▸ **EXERCISE DETAILS**:
Retype every line of the data, keeping each word exactly.

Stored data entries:
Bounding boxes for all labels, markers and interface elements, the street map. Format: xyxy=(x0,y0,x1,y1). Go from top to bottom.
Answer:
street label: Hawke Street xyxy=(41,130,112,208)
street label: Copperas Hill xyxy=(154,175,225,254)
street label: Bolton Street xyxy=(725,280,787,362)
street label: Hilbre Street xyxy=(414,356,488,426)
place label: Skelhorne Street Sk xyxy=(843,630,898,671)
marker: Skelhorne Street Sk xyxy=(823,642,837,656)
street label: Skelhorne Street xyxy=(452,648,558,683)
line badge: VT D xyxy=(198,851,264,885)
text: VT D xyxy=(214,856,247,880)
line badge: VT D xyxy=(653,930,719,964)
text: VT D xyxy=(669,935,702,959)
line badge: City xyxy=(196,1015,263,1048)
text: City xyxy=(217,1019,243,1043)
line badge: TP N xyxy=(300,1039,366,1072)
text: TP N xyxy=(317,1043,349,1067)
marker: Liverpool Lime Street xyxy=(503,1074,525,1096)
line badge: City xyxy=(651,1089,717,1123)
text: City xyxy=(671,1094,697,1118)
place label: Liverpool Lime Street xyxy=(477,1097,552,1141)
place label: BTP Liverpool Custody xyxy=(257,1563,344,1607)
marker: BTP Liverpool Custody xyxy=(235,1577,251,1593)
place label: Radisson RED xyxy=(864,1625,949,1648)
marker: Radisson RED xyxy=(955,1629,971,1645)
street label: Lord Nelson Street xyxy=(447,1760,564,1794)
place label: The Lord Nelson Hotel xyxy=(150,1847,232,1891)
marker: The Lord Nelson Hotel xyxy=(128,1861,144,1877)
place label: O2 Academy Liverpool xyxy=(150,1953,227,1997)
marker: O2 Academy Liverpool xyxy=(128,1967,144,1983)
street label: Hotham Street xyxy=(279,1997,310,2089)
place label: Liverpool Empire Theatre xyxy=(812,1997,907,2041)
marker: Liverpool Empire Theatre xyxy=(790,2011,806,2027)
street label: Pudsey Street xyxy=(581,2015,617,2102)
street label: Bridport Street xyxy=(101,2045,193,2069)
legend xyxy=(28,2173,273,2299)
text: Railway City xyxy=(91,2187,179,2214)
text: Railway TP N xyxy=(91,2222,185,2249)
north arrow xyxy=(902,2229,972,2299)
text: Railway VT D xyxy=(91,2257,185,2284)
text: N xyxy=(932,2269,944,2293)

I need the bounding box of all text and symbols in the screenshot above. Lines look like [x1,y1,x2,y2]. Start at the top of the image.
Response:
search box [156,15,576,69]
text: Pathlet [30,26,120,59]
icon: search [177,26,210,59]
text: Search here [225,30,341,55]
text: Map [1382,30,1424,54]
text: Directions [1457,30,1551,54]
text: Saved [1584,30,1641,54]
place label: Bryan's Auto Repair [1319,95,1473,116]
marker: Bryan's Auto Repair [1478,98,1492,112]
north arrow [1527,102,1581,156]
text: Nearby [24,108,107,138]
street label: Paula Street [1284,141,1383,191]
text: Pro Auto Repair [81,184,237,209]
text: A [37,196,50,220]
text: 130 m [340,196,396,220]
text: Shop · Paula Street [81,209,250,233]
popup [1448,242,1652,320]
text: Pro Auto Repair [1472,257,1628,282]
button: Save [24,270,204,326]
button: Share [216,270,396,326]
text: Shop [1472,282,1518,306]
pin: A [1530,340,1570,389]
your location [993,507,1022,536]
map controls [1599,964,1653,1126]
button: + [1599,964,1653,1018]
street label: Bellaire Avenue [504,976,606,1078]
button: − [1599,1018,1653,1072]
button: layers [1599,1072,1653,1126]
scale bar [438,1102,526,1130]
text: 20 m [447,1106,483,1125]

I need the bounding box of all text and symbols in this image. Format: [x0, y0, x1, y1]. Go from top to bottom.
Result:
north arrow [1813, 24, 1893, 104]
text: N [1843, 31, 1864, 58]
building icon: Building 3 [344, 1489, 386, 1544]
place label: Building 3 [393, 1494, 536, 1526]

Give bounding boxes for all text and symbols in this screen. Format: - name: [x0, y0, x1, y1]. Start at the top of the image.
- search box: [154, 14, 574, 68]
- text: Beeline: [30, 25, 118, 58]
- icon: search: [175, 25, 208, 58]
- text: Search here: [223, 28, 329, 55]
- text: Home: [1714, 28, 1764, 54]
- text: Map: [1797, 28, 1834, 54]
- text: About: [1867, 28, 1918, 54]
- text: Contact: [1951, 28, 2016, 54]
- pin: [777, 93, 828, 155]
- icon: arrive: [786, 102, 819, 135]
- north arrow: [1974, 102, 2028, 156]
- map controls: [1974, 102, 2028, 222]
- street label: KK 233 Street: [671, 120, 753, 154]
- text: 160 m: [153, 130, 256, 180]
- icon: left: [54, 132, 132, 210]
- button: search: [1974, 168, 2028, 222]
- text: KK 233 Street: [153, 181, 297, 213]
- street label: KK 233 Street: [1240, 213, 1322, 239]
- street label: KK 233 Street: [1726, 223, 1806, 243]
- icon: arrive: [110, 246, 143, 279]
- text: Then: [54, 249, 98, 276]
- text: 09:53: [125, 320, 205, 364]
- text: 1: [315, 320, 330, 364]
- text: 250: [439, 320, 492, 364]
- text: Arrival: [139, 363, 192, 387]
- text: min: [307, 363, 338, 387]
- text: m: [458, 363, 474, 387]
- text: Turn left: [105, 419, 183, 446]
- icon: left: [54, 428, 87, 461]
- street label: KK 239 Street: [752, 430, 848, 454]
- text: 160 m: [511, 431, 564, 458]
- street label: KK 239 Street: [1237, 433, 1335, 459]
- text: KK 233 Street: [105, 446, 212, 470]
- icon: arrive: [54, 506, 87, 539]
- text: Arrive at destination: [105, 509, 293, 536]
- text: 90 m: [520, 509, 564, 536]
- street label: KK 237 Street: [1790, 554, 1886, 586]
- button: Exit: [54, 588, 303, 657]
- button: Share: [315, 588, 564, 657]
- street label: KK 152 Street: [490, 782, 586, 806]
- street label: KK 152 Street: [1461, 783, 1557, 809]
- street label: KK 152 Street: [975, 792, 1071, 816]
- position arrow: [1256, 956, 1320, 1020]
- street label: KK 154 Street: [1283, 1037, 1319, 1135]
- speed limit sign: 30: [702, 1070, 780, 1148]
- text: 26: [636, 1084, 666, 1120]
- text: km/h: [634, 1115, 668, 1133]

▸ **TASK RESULT**:
Bounding boxes for all labels, markers and interface elements, the street map. Format: xyxy=(x0,y0,x1,y1). Go from top to bottom.
Answer:
street label: Hawke Street xyxy=(41,130,112,208)
street label: Copperas Hill xyxy=(154,175,225,254)
street label: Bolton Street xyxy=(725,280,787,362)
street label: Hilbre Street xyxy=(414,356,488,426)
place label: Skelhorne Street Sk xyxy=(843,630,898,671)
marker: Skelhorne Street Sk xyxy=(823,642,837,656)
street label: Skelhorne Street xyxy=(452,648,558,683)
line badge: VT D xyxy=(198,851,264,885)
text: VT D xyxy=(214,856,247,880)
line badge: VT D xyxy=(653,930,719,964)
text: VT D xyxy=(669,935,702,959)
line badge: City xyxy=(196,1015,263,1048)
text: City xyxy=(217,1019,243,1043)
line badge: TP N xyxy=(300,1039,366,1072)
text: TP N xyxy=(317,1043,349,1067)
marker: Liverpool Lime Street xyxy=(503,1074,525,1096)
line badge: City xyxy=(651,1089,717,1123)
text: City xyxy=(671,1094,697,1118)
place label: Liverpool Lime Street xyxy=(477,1097,552,1141)
place label: BTP Liverpool Custody xyxy=(257,1563,344,1607)
marker: BTP Liverpool Custody xyxy=(235,1577,251,1593)
place label: Radisson RED xyxy=(864,1625,949,1648)
marker: Radisson RED xyxy=(955,1629,971,1645)
street label: Lord Nelson Street xyxy=(447,1760,564,1794)
place label: The Lord Nelson Hotel xyxy=(150,1847,232,1891)
marker: The Lord Nelson Hotel xyxy=(128,1861,144,1877)
place label: O2 Academy Liverpool xyxy=(150,1953,227,1997)
marker: O2 Academy Liverpool xyxy=(128,1967,144,1983)
street label: Hotham Street xyxy=(279,1997,310,2089)
place label: Liverpool Empire Theatre xyxy=(812,1997,907,2041)
marker: Liverpool Empire Theatre xyxy=(790,2011,806,2027)
street label: Pudsey Street xyxy=(581,2015,617,2102)
street label: Bridport Street xyxy=(101,2045,193,2069)
legend xyxy=(28,2173,273,2299)
text: Railway City xyxy=(91,2187,179,2214)
text: Railway TP N xyxy=(91,2222,185,2249)
north arrow xyxy=(902,2229,972,2299)
text: Railway VT D xyxy=(91,2257,185,2284)
text: N xyxy=(932,2269,944,2293)

I need the bounding box of all text and symbols in the screenshot above. Lines look like [x1,y1,x2,y2]. Start at the top of the image.
Response:
search box [156,15,576,69]
text: Pathlet [30,26,120,59]
icon: search [177,26,210,59]
text: Search here [225,30,341,55]
text: Map [1382,30,1424,54]
text: Directions [1457,30,1551,54]
text: Saved [1584,30,1641,54]
place label: Bryan's Auto Repair [1319,95,1473,116]
marker: Bryan's Auto Repair [1478,98,1492,112]
north arrow [1527,102,1581,156]
text: Nearby [24,108,107,138]
street label: Paula Street [1284,141,1383,191]
text: Pro Auto Repair [81,184,237,209]
text: A [37,196,50,220]
text: 130 m [340,196,396,220]
text: Shop · Paula Street [81,209,250,233]
popup [1448,242,1652,320]
text: Pro Auto Repair [1472,257,1628,282]
button: Save [24,270,204,326]
button: Share [216,270,396,326]
text: Shop [1472,282,1518,306]
pin: A [1530,340,1570,389]
your location [993,507,1022,536]
map controls [1599,964,1653,1126]
button: + [1599,964,1653,1018]
street label: Bellaire Avenue [504,976,606,1078]
button: − [1599,1018,1653,1072]
button: layers [1599,1072,1653,1126]
scale bar [438,1102,526,1130]
text: 20 m [447,1106,483,1125]

I need the bounding box of all text and symbols in this image. Format: [x0, y0, x1, y1]. Go from top to bottom.
Result:
north arrow [1813, 24, 1893, 104]
text: N [1843, 31, 1864, 58]
building icon: Building 3 [344, 1489, 386, 1544]
place label: Building 3 [393, 1494, 536, 1526]

Give bounding boxes for all text and symbols in this screen. Format: - name: [x0, y0, x1, y1]. Start at the top of the image.
- search box: [154, 14, 574, 68]
- text: Beeline: [30, 25, 118, 58]
- icon: search: [175, 25, 208, 58]
- text: Search here: [223, 28, 329, 55]
- text: Home: [1714, 28, 1764, 54]
- text: Map: [1797, 28, 1834, 54]
- text: About: [1867, 28, 1918, 54]
- text: Contact: [1951, 28, 2016, 54]
- pin: [777, 93, 828, 155]
- icon: arrive: [786, 102, 819, 135]
- north arrow: [1974, 102, 2028, 156]
- map controls: [1974, 102, 2028, 222]
- street label: KK 233 Street: [671, 120, 753, 154]
- text: 160 m: [153, 130, 256, 180]
- icon: left: [54, 132, 132, 210]
- button: search: [1974, 168, 2028, 222]
- text: KK 233 Street: [153, 181, 297, 213]
- street label: KK 233 Street: [1240, 213, 1322, 239]
- street label: KK 233 Street: [1726, 223, 1806, 243]
- icon: arrive: [110, 246, 143, 279]
- text: Then: [54, 249, 98, 276]
- text: 09:53: [125, 320, 205, 364]
- text: 1: [315, 320, 330, 364]
- text: 250: [439, 320, 492, 364]
- text: Arrival: [139, 363, 192, 387]
- text: min: [307, 363, 338, 387]
- text: m: [458, 363, 474, 387]
- text: Turn left: [105, 419, 183, 446]
- icon: left: [54, 428, 87, 461]
- street label: KK 239 Street: [752, 430, 848, 454]
- text: 160 m: [511, 431, 564, 458]
- street label: KK 239 Street: [1237, 433, 1335, 459]
- text: KK 233 Street: [105, 446, 212, 470]
- icon: arrive: [54, 506, 87, 539]
- text: Arrive at destination: [105, 509, 293, 536]
- text: 90 m: [520, 509, 564, 536]
- street label: KK 237 Street: [1790, 554, 1886, 586]
- button: Exit: [54, 588, 303, 657]
- button: Share: [315, 588, 564, 657]
- street label: KK 152 Street: [490, 782, 586, 806]
- street label: KK 152 Street: [1461, 783, 1557, 809]
- street label: KK 152 Street: [975, 792, 1071, 816]
- position arrow: [1256, 956, 1320, 1020]
- street label: KK 154 Street: [1283, 1037, 1319, 1135]
- speed limit sign: 30: [702, 1070, 780, 1148]
- text: 26: [636, 1084, 666, 1120]
- text: km/h: [634, 1115, 668, 1133]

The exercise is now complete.